Nombreux sont les salariés qui ignorent les répercussions d’une absence prolongée pour raison de santé sur leur future pension. Si les trimestres peuvent être validés, les conséquences financières restent réelles et parfois lourdes. Une situation qui mérite toute votre attention, surtout à l’approche de la cessation d’activité.
Des trimestres validés mais une pension amputée
Les périodes d’arrêt maladie permettent effectivement de valider des trimestres dits “assimilés”. Le système est simple : chaque tranche de 60 jours d’indemnités journalières équivaut à un trimestre validé.
L’Assurance retraite plafonne toutefois cette validation à quatre trimestres maximum par année civile. De quoi rassurer sur le maintien des droits à la retraite en apparence.
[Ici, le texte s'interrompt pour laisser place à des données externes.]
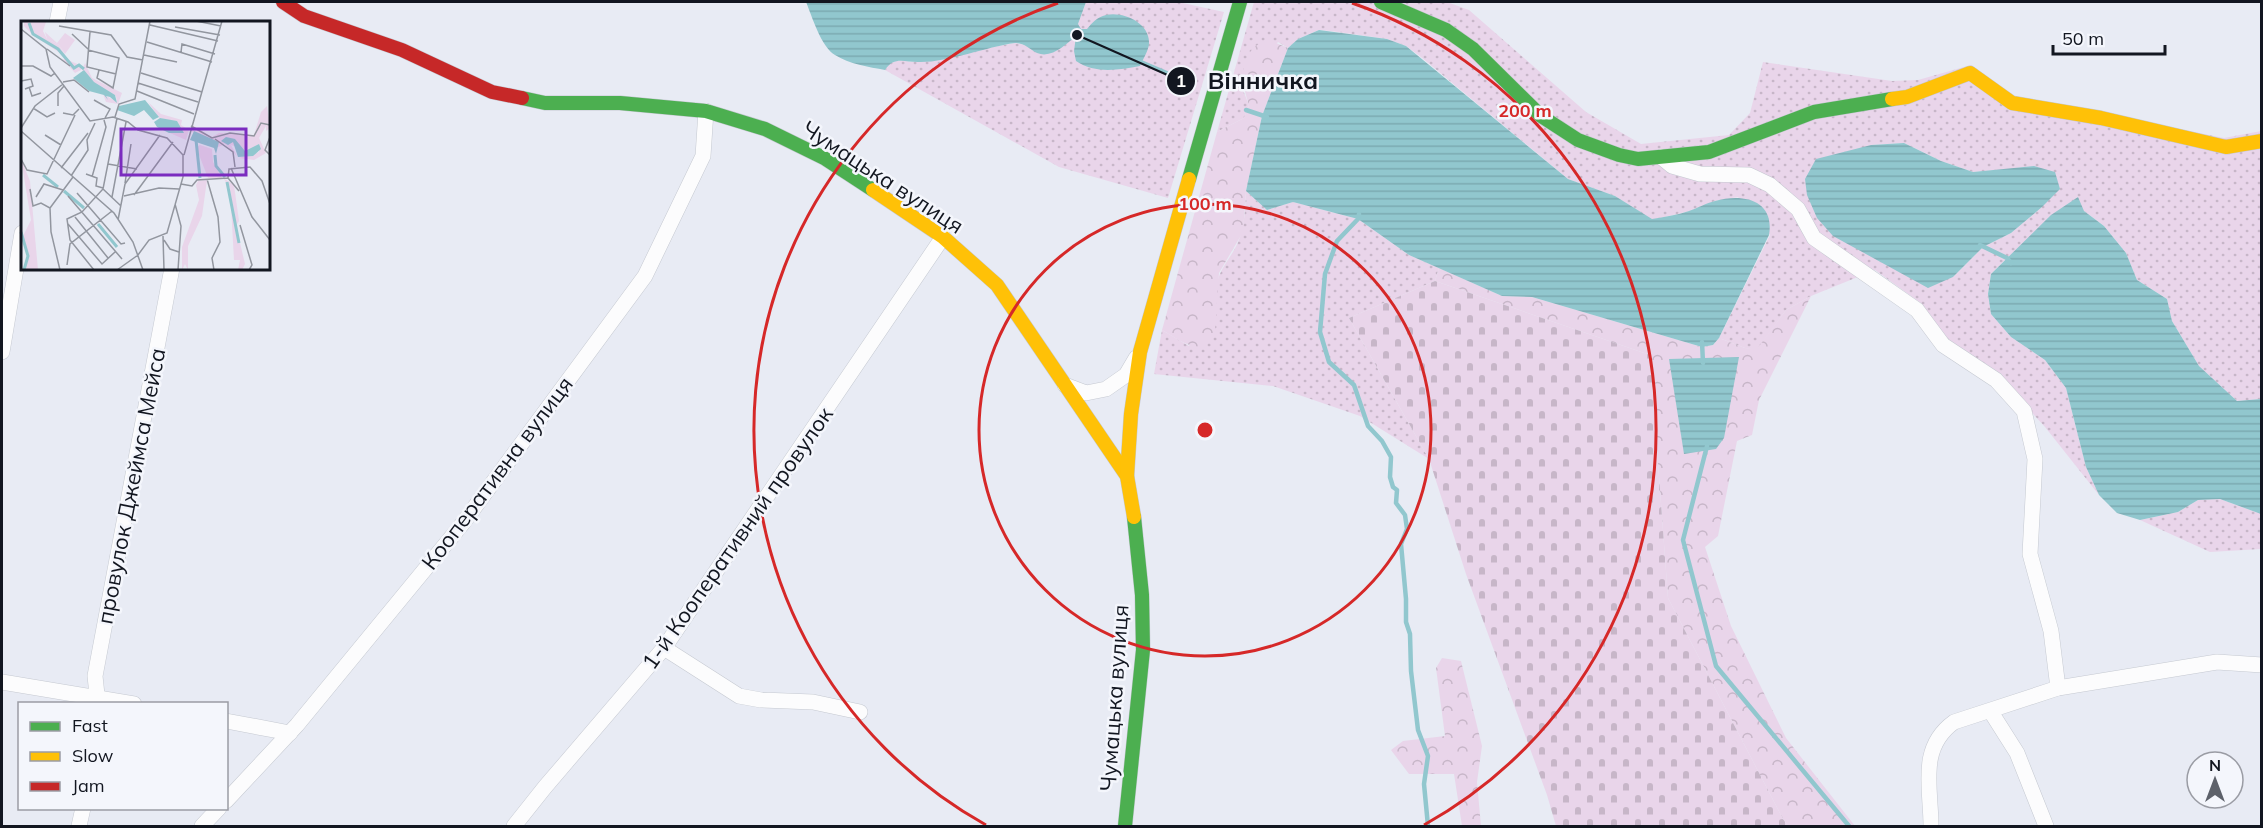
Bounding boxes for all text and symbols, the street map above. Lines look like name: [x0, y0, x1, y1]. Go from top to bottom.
scale bar: [2053, 18, 2166, 56]
inset map: [21, 21, 270, 270]
text: 50 m: [2062, 27, 2104, 50]
callout: Вінничка: [1166, 60, 1330, 102]
text: Вінничка: [1208, 65, 1318, 95]
text: 1: [1176, 69, 1186, 92]
text: 200 m: [1498, 99, 1552, 122]
street label: Чумацька вулиця: [797, 114, 969, 240]
text: 100 m: [1178, 192, 1232, 215]
street label: провулок Джеймса Мейса: [90, 346, 172, 626]
street label: Кооперативна вулиця: [415, 371, 579, 575]
street label: 1-й Кооперативний провулок: [635, 401, 839, 675]
centre of rings: [1195, 420, 1215, 440]
street label: Чумацька вулиця: [1094, 604, 1134, 792]
legend: [18, 702, 228, 810]
text: Fast: [72, 714, 108, 737]
text: Slow: [72, 744, 114, 767]
north arrow: [2185, 750, 2245, 810]
text: N: [2209, 755, 2221, 775]
text: Jam: [72, 774, 105, 797]

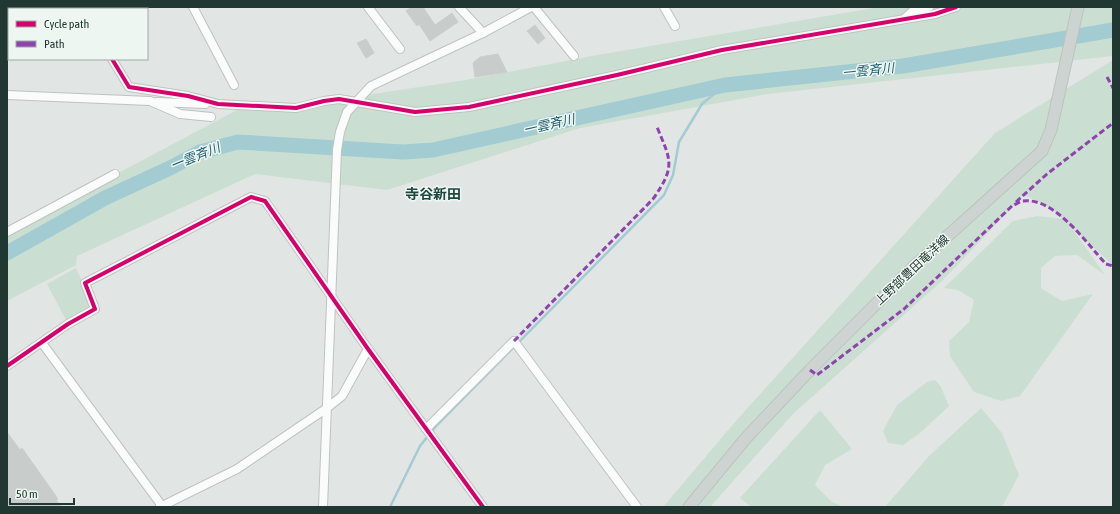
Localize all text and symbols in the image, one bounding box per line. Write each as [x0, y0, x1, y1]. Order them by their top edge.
legend [8, 8, 148, 60]
text: Cycle path [44, 17, 89, 31]
text: Path [44, 37, 65, 51]
water label: 一雲斉川 [841, 60, 897, 81]
water label: 一雲斉川 [522, 111, 578, 138]
water label: 一雲斉川 [168, 139, 224, 173]
district label: 寺谷新田 [405, 186, 461, 202]
street label: 上野部豊田竜洋線 [872, 232, 952, 308]
scale bar [10, 480, 74, 506]
text: 50 m [16, 487, 38, 501]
Le piège du salaire annuel moyen
La réalité s’avère plus complexe lors du calcul de la pension de base. Les indemnités journalières ne sont pas soumises aux cotisations vieillesse et disparaissent totalement du calcul.
Pour les personnes nées à partir de 1948, le salaire annuel moyen repose sur les 25 meilleures années de revenus. Une année marquée par un arrêt maladie prolongé affiche donc un revenu artificiellement bas.
Des pertes qui se chiffrent en milliers d’euros
Cette année à faible revenu risque de figurer parmi les 25 retenues pour le calcul. Elle remplace alors une année potentiellement plus rémunératrice.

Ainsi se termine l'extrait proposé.